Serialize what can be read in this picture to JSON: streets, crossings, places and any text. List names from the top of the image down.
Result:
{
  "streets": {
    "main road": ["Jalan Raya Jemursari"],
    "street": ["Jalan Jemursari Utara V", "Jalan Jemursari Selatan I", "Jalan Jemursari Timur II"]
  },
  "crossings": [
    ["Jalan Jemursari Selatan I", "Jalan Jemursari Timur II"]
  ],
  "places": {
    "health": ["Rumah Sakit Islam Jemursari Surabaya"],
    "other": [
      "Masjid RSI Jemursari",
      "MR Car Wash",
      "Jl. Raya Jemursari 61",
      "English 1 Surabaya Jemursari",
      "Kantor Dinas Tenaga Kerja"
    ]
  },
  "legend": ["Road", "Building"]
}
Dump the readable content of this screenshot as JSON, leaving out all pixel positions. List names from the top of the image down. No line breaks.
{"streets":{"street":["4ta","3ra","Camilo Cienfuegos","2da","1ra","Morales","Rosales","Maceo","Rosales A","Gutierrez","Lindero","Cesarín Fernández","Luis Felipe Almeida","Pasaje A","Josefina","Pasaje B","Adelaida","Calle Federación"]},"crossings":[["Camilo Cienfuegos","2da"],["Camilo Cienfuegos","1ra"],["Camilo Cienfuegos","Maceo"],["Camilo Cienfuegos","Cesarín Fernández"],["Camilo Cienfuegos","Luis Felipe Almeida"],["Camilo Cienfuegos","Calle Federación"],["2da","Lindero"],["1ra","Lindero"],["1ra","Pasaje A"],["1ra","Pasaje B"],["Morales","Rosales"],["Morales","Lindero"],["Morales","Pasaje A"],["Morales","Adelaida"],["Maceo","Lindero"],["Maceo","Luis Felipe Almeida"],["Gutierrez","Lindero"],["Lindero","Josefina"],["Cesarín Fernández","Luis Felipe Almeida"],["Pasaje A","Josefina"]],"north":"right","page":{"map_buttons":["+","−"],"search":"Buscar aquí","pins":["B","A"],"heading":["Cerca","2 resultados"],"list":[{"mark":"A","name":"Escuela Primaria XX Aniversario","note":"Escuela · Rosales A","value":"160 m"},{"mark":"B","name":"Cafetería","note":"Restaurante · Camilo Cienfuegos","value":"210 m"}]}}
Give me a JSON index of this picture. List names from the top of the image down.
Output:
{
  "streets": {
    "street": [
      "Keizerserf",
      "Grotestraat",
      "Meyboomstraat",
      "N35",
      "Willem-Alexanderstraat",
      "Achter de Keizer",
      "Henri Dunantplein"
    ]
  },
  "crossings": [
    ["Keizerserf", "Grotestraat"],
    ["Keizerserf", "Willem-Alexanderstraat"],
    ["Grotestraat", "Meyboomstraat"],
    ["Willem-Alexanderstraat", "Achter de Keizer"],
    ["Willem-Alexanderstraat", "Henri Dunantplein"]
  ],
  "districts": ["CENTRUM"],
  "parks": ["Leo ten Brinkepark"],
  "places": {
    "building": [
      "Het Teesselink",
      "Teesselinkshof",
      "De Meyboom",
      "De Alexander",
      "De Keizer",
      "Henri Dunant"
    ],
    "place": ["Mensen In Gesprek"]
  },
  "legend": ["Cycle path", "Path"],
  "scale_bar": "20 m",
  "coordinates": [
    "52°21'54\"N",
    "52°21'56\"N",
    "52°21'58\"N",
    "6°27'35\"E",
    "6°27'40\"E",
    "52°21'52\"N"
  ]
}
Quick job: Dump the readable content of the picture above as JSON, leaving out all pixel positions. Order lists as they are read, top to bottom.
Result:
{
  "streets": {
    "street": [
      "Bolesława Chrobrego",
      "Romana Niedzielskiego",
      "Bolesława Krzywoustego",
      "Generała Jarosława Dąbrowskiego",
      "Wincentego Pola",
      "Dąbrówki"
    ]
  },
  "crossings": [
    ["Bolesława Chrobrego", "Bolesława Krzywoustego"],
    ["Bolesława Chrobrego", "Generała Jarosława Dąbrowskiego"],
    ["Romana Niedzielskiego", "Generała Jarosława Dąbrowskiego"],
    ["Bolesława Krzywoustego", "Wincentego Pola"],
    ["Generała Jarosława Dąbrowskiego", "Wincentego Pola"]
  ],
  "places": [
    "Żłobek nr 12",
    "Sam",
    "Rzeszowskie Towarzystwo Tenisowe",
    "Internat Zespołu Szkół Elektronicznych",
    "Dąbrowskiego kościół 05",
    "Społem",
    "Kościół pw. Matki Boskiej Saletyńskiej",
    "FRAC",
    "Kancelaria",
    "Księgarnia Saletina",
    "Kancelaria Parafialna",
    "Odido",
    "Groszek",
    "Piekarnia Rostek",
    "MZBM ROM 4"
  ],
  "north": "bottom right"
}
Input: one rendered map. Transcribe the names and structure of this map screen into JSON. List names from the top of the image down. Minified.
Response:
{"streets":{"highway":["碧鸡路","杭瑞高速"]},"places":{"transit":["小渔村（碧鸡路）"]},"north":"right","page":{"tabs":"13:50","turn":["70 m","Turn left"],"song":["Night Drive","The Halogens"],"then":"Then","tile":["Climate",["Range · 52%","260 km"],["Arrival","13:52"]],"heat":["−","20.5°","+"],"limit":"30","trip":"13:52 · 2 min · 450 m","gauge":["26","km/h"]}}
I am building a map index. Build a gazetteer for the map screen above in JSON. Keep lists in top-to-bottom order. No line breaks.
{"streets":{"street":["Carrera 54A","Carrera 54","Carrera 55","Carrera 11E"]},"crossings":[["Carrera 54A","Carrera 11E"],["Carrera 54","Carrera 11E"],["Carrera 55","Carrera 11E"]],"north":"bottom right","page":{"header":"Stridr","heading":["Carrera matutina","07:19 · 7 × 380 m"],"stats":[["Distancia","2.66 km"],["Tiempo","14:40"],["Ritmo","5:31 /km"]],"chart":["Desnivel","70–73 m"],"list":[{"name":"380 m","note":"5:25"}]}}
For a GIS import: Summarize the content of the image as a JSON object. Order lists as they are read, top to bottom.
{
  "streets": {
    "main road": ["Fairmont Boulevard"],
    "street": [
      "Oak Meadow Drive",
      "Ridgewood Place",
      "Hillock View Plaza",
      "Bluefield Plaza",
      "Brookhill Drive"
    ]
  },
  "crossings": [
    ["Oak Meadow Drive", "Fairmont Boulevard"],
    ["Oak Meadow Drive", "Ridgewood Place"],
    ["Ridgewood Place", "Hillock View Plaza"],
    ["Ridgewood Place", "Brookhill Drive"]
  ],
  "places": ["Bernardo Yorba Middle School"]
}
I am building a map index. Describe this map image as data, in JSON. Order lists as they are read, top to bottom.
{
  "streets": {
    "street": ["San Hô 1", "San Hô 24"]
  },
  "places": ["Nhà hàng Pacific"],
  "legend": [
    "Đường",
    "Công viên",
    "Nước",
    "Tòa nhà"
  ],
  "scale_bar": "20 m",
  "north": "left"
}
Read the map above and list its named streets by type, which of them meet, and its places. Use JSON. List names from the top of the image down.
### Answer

= = = =

→ Exercise goal
Retype every record above exactly as it appears.

→ Task result
Serialize what can be read in this picture to JSON: streets, crossings, places and any text. List names from the top of the image down.
Result:
{
  "streets": {
    "main road": ["Jalan Raya Jemursari"],
    "street": ["Jalan Jemursari Utara V", "Jalan Jemursari Selatan I", "Jalan Jemursari Timur II"]
  },
  "crossings": [
    ["Jalan Jemursari Selatan I", "Jalan Jemursari Timur II"]
  ],
  "places": {
    "health": ["Rumah Sakit Islam Jemursari Surabaya"],
    "other": [
      "Masjid RSI Jemursari",
      "MR Car Wash",
      "Jl. Raya Jemursari 61",
      "English 1 Surabaya Jemursari",
      "Kantor Dinas Tenaga Kerja"
    ]
  },
  "legend": ["Road", "Building"]
}
Dump the readable content of this screenshot as JSON, leaving out all pixel positions. List names from the top of the image down. No line breaks.
{"streets":{"street":["4ta","3ra","Camilo Cienfuegos","2da","1ra","Morales","Rosales","Maceo","Rosales A","Gutierrez","Lindero","Cesarín Fernández","Luis Felipe Almeida","Pasaje A","Josefina","Pasaje B","Adelaida","Calle Federación"]},"crossings":[["Camilo Cienfuegos","2da"],["Camilo Cienfuegos","1ra"],["Camilo Cienfuegos","Maceo"],["Camilo Cienfuegos","Cesarín Fernández"],["Camilo Cienfuegos","Luis Felipe Almeida"],["Camilo Cienfuegos","Calle Federación"],["2da","Lindero"],["1ra","Lindero"],["1ra","Pasaje A"],["1ra","Pasaje B"],["Morales","Rosales"],["Morales","Lindero"],["Morales","Pasaje A"],["Morales","Adelaida"],["Maceo","Lindero"],["Maceo","Luis Felipe Almeida"],["Gutierrez","Lindero"],["Lindero","Josefina"],["Cesarín Fernández","Luis Felipe Almeida"],["Pasaje A","Josefina"]],"north":"right","page":{"map_buttons":["+","−"],"search":"Buscar aquí","pins":["B","A"],"heading":["Cerca","2 resultados"],"list":[{"mark":"A","name":"Escuela Primaria XX Aniversario","note":"Escuela · Rosales A","value":"160 m"},{"mark":"B","name":"Cafetería","note":"Restaurante · Camilo Cienfuegos","value":"210 m"}]}}
Give me a JSON index of this picture. List names from the top of the image down.
Output:
{
  "streets": {
    "street": [
      "Keizerserf",
      "Grotestraat",
      "Meyboomstraat",
      "N35",
      "Willem-Alexanderstraat",
      "Achter de Keizer",
      "Henri Dunantplein"
    ]
  },
  "crossings": [
    ["Keizerserf", "Grotestraat"],
    ["Keizerserf", "Willem-Alexanderstraat"],
    ["Grotestraat", "Meyboomstraat"],
    ["Willem-Alexanderstraat", "Achter de Keizer"],
    ["Willem-Alexanderstraat", "Henri Dunantplein"]
  ],
  "districts": ["CENTRUM"],
  "parks": ["Leo ten Brinkepark"],
  "places": {
    "building": [
      "Het Teesselink",
      "Teesselinkshof",
      "De Meyboom",
      "De Alexander",
      "De Keizer",
      "Henri Dunant"
    ],
    "place": ["Mensen In Gesprek"]
  },
  "legend": ["Cycle path", "Path"],
  "scale_bar": "20 m",
  "coordinates": [
    "52°21'54\"N",
    "52°21'56\"N",
    "52°21'58\"N",
    "6°27'35\"E",
    "6°27'40\"E",
    "52°21'52\"N"
  ]
}
Quick job: Dump the readable content of the picture above as JSON, leaving out all pixel positions. Order lists as they are read, top to bottom.
Result:
{
  "streets": {
    "street": [
      "Bolesława Chrobrego",
      "Romana Niedzielskiego",
      "Bolesława Krzywoustego",
      "Generała Jarosława Dąbrowskiego",
      "Wincentego Pola",
      "Dąbrówki"
    ]
  },
  "crossings": [
    ["Bolesława Chrobrego", "Bolesława Krzywoustego"],
    ["Bolesława Chrobrego", "Generała Jarosława Dąbrowskiego"],
    ["Romana Niedzielskiego", "Generała Jarosława Dąbrowskiego"],
    ["Bolesława Krzywoustego", "Wincentego Pola"],
    ["Generała Jarosława Dąbrowskiego", "Wincentego Pola"]
  ],
  "places": [
    "Żłobek nr 12",
    "Sam",
    "Rzeszowskie Towarzystwo Tenisowe",
    "Internat Zespołu Szkół Elektronicznych",
    "Dąbrowskiego kościół 05",
    "Społem",
    "Kościół pw. Matki Boskiej Saletyńskiej",
    "FRAC",
    "Kancelaria",
    "Księgarnia Saletina",
    "Kancelaria Parafialna",
    "Odido",
    "Groszek",
    "Piekarnia Rostek",
    "MZBM ROM 4"
  ],
  "north": "bottom right"
}
Input: one rendered map. Transcribe the names and structure of this map screen into JSON. List names from the top of the image down. Minified.
Response:
{"streets":{"highway":["碧鸡路","杭瑞高速"]},"places":{"transit":["小渔村（碧鸡路）"]},"north":"right","page":{"tabs":"13:50","turn":["70 m","Turn left"],"song":["Night Drive","The Halogens"],"then":"Then","tile":["Climate",["Range · 52%","260 km"],["Arrival","13:52"]],"heat":["−","20.5°","+"],"limit":"30","trip":"13:52 · 2 min · 450 m","gauge":["26","km/h"]}}
I am building a map index. Build a gazetteer for the map screen above in JSON. Keep lists in top-to-bottom order. No line breaks.
{"streets":{"street":["Carrera 54A","Carrera 54","Carrera 55","Carrera 11E"]},"crossings":[["Carrera 54A","Carrera 11E"],["Carrera 54","Carrera 11E"],["Carrera 55","Carrera 11E"]],"north":"bottom right","page":{"header":"Stridr","heading":["Carrera matutina","07:19 · 7 × 380 m"],"stats":[["Distancia","2.66 km"],["Tiempo","14:40"],["Ritmo","5:31 /km"]],"chart":["Desnivel","70–73 m"],"list":[{"name":"380 m","note":"5:25"}]}}
For a GIS import: Summarize the content of the image as a JSON object. Order lists as they are read, top to bottom.
{
  "streets": {
    "main road": ["Fairmont Boulevard"],
    "street": [
      "Oak Meadow Drive",
      "Ridgewood Place",
      "Hillock View Plaza",
      "Bluefield Plaza",
      "Brookhill Drive"
    ]
  },
  "crossings": [
    ["Oak Meadow Drive", "Fairmont Boulevard"],
    ["Oak Meadow Drive", "Ridgewood Place"],
    ["Ridgewood Place", "Hillock View Plaza"],
    ["Ridgewood Place", "Brookhill Drive"]
  ],
  "places": ["Bernardo Yorba Middle School"]
}
I am building a map index. Describe this map image as data, in JSON. Order lists as they are read, top to bottom.
{
  "streets": {
    "street": ["San Hô 1", "San Hô 24"]
  },
  "places": ["Nhà hàng Pacific"],
  "legend": [
    "Đường",
    "Công viên",
    "Nước",
    "Tòa nhà"
  ],
  "scale_bar": "20 m",
  "north": "left"
}
Read the map above and list its named streets by type, which of them meet, and its places. Use JSON. List names from the top of the image down.
### Answer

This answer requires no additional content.